セダンのようにSUV操る 顧客の声からヒット生み出す
横浜ゴム社長 山石昌孝氏(上)
新中期経営計画を発表する山石昌孝社長(2018年2月19日、東京都港区の横浜ゴム本社)
横浜ゴムの山石昌孝社長(56)は、在職中に慶応大学大学院で学んだ。
人事部時代にビジネススクールへの研修制度を作り、自ら志願して2年間勉強しました。復職後、当時の人事部長に異動先を配慮してもらえました。

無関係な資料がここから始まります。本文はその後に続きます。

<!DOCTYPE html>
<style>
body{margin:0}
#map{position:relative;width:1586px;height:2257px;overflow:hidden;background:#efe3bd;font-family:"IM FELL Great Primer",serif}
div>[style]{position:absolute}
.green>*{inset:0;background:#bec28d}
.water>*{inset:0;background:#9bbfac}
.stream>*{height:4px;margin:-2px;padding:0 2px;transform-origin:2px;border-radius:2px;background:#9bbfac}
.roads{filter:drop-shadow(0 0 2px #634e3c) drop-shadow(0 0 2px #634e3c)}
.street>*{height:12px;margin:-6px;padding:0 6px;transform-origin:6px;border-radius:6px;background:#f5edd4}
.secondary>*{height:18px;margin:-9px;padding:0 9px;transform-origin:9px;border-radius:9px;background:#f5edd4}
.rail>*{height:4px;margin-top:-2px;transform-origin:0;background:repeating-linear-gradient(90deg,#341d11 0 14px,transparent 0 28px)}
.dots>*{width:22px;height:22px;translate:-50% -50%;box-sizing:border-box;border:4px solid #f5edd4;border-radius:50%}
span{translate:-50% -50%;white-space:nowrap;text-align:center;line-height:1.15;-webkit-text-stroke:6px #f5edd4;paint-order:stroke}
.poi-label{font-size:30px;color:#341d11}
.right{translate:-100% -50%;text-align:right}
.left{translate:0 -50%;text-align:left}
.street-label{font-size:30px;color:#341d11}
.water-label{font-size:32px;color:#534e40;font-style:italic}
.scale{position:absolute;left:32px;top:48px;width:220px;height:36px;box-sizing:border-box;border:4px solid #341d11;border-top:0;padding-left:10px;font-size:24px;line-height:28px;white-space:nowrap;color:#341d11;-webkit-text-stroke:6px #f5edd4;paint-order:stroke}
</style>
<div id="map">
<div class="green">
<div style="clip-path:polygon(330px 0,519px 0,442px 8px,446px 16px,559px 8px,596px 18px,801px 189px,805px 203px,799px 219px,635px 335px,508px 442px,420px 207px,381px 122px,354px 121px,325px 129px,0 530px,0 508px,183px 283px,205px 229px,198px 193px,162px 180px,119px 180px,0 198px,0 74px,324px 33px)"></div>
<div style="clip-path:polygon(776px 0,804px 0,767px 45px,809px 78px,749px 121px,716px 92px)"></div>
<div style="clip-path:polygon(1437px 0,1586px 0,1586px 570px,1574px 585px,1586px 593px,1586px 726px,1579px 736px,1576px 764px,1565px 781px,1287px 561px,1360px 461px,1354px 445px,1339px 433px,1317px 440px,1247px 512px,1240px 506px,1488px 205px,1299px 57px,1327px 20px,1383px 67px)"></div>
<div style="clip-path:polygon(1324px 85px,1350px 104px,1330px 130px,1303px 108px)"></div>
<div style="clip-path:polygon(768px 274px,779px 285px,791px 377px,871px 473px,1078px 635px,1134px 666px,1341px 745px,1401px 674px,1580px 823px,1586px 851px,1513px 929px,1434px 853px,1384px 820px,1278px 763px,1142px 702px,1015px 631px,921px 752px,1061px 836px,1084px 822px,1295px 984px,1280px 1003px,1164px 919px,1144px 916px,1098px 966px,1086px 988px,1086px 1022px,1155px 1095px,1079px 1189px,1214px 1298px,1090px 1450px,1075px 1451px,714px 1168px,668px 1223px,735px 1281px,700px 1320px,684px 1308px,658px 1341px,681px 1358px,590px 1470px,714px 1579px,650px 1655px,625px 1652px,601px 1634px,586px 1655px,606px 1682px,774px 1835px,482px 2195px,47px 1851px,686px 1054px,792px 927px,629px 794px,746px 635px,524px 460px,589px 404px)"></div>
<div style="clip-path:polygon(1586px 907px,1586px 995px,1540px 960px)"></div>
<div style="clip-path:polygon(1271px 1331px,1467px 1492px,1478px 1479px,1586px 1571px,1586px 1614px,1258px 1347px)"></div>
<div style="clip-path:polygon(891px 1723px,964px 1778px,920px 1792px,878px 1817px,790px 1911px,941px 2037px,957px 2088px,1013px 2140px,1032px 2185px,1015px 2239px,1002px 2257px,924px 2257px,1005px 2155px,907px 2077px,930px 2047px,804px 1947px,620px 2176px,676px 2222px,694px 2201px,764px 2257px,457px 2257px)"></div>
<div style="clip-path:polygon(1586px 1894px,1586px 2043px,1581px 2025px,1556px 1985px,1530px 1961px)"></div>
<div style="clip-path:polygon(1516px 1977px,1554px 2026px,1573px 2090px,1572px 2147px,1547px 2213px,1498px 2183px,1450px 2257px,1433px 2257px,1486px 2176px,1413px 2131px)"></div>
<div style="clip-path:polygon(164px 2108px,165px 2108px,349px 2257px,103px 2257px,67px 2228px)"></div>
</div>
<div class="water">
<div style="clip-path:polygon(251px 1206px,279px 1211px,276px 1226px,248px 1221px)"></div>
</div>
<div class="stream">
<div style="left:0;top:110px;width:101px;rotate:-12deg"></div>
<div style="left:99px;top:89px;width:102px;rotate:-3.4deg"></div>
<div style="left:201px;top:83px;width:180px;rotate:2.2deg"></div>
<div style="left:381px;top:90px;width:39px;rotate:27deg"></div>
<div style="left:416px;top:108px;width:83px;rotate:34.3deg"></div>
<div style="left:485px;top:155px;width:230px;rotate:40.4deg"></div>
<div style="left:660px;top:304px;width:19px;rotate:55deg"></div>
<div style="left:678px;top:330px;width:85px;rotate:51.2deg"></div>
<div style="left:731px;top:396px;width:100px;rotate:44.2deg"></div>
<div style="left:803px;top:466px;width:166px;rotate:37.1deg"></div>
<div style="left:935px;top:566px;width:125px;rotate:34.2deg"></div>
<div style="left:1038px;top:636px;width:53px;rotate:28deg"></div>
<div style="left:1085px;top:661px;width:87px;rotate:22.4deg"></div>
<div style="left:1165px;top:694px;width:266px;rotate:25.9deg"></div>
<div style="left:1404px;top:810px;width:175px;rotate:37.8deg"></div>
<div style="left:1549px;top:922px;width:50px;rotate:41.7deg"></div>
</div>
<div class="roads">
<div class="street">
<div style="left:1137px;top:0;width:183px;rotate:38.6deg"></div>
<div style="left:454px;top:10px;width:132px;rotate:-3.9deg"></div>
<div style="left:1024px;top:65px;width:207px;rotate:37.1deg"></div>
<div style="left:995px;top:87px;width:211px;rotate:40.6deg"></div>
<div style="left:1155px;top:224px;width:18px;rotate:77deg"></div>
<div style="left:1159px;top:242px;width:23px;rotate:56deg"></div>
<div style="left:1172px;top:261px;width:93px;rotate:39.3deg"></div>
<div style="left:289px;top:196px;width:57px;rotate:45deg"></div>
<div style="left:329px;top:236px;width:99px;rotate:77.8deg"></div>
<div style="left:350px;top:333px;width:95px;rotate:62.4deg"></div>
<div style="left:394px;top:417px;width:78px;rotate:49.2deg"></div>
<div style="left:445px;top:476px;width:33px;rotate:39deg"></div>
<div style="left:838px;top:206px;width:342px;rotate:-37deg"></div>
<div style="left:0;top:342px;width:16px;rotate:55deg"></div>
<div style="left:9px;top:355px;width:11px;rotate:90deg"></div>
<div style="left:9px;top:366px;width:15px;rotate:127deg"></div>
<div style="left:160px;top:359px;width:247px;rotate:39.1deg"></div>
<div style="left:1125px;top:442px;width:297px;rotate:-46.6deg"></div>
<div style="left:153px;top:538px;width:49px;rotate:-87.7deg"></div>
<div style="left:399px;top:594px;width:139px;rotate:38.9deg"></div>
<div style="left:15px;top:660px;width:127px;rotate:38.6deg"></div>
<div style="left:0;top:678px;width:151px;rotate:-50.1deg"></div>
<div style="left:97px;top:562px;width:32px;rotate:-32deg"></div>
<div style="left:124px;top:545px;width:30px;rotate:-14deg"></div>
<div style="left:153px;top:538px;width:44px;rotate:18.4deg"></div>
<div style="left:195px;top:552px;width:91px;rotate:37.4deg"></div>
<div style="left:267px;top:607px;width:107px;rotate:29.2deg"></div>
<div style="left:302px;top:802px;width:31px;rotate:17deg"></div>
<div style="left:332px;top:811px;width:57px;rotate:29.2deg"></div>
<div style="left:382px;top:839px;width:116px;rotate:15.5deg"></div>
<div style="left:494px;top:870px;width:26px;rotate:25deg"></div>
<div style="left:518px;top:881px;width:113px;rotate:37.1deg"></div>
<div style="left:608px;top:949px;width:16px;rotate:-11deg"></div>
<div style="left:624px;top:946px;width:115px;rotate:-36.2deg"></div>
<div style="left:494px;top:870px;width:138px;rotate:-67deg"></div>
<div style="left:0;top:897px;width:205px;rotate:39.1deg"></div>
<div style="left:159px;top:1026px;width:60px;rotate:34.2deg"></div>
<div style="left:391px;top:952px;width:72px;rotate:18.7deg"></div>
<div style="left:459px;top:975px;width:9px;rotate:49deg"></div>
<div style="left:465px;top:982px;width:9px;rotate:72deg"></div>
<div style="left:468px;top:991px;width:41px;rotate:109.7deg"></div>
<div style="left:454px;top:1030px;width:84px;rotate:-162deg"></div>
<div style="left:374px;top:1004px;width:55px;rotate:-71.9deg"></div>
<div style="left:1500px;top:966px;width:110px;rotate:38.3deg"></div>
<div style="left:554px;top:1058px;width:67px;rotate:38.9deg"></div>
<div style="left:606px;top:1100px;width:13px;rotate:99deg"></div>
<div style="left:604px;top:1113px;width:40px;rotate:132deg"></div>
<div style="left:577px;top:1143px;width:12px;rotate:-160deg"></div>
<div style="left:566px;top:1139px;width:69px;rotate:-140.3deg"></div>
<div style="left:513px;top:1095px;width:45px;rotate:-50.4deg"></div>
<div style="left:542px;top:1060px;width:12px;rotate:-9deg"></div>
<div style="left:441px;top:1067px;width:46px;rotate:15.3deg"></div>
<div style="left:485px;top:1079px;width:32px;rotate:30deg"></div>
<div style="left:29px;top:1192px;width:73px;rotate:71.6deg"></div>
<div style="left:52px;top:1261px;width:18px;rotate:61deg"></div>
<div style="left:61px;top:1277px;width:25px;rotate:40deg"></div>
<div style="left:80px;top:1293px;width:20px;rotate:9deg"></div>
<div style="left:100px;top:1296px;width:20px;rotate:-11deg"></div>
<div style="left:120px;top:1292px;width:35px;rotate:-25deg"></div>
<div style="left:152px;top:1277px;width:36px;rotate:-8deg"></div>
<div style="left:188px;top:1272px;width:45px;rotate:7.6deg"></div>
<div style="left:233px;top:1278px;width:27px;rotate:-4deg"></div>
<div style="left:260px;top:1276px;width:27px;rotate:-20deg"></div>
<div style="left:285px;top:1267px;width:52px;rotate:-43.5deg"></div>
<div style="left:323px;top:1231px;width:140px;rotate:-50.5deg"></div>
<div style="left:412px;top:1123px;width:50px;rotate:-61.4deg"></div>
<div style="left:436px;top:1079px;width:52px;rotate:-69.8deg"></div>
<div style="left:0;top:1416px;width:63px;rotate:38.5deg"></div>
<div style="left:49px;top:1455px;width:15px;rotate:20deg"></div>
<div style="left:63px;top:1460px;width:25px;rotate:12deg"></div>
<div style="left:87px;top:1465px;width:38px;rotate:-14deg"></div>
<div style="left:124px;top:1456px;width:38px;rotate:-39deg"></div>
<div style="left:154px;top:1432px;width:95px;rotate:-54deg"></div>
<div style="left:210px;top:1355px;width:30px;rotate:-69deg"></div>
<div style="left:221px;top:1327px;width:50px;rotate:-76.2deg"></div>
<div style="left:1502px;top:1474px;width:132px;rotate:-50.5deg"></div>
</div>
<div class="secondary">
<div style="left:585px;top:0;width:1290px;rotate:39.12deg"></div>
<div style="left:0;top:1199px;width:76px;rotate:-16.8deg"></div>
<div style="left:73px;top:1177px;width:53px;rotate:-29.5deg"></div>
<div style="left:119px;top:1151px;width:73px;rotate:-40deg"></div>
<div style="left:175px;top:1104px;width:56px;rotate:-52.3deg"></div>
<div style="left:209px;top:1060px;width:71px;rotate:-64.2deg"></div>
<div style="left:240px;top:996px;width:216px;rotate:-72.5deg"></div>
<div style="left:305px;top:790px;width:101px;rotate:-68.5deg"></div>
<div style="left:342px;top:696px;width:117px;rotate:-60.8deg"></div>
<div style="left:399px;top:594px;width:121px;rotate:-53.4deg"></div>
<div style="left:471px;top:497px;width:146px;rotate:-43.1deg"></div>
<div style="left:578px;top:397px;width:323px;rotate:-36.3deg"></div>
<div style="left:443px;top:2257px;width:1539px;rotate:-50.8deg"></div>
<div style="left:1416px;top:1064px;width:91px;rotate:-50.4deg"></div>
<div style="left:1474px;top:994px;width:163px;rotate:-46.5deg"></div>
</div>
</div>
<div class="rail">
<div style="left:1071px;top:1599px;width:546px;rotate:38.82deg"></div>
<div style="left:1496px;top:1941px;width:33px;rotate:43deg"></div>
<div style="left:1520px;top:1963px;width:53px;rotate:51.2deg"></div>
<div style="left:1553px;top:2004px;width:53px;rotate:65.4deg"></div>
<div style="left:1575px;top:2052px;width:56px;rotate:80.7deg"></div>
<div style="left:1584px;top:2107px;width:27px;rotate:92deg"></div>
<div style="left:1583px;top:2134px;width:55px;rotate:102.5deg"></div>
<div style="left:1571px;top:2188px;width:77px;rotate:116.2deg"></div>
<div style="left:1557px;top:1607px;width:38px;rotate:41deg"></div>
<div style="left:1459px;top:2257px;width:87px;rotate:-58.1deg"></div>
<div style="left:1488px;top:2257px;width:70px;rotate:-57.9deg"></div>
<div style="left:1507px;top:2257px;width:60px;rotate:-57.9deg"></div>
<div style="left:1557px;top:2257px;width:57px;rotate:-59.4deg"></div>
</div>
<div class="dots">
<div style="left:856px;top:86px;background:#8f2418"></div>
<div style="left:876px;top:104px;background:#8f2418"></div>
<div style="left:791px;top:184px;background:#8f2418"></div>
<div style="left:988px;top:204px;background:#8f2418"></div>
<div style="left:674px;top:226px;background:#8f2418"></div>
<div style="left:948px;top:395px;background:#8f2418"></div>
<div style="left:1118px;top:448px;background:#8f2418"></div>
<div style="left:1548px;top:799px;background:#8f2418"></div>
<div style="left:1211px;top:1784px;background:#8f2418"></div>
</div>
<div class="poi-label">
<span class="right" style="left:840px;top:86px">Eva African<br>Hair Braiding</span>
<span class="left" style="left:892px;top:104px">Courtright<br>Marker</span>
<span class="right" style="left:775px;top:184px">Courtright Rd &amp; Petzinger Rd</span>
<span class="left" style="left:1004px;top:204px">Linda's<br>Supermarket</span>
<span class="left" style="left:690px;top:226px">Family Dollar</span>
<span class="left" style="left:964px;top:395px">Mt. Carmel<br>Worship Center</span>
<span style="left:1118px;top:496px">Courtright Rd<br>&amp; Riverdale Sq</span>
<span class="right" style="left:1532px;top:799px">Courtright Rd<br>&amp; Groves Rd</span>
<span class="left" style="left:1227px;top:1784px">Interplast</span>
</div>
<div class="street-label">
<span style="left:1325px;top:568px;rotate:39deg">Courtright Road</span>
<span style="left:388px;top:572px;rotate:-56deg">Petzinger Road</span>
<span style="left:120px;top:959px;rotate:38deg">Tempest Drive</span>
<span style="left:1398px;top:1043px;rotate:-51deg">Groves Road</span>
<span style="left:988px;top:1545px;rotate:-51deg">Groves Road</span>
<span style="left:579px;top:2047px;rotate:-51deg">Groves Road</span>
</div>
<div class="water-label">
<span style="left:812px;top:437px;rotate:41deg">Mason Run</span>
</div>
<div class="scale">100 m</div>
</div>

PC第一マーケティング部では、赤字だった北米事業と多目的スポーツ車(SUV)向けのタイヤ事業の立て直しを任されました。市場ではトヨタ自動車の「RAV4」やホンダの「CR-V」などの小型SUVの販売が好調でした。
当時は消費者が小型SUVを支持する理由が分かりませんでした。当社は走り屋気質の社員が多く、趣味性の高い製品の開発に熱中してしまいがちだったのも一因だったと思います。
消費者の声を直接聞く機会を得る。
やまいし・まさたか 86年(昭61年)早大教育卒、横浜ゴム入社。96年慶大院修了。15年取締役、16年取締役常務執行役員。17年から現職。東京都出身。
当時の部長はスポーツカー向け高級タイヤブランド「ADVAN」の生みの親、水野雅男さんでした。水野部長から「ビジネススクールで学んだ経験を試してみても構わない」と言っていただき、かつて学んだ山根節先生のもとへ相談に行きました。
先生から利用者の自宅を巡り、生活実態や商品の使われ方を把握し、購入した理由を分析する手法が適しているとの助言をもらい、聞き取り調査をしました。
SUVの利用者は若い男性が中心だと思っていましたが、実際には半数以上が主婦でした。車高が高い方が運転しやすく、買い物の荷物を腰をかがめずに車に積めるからだそうです。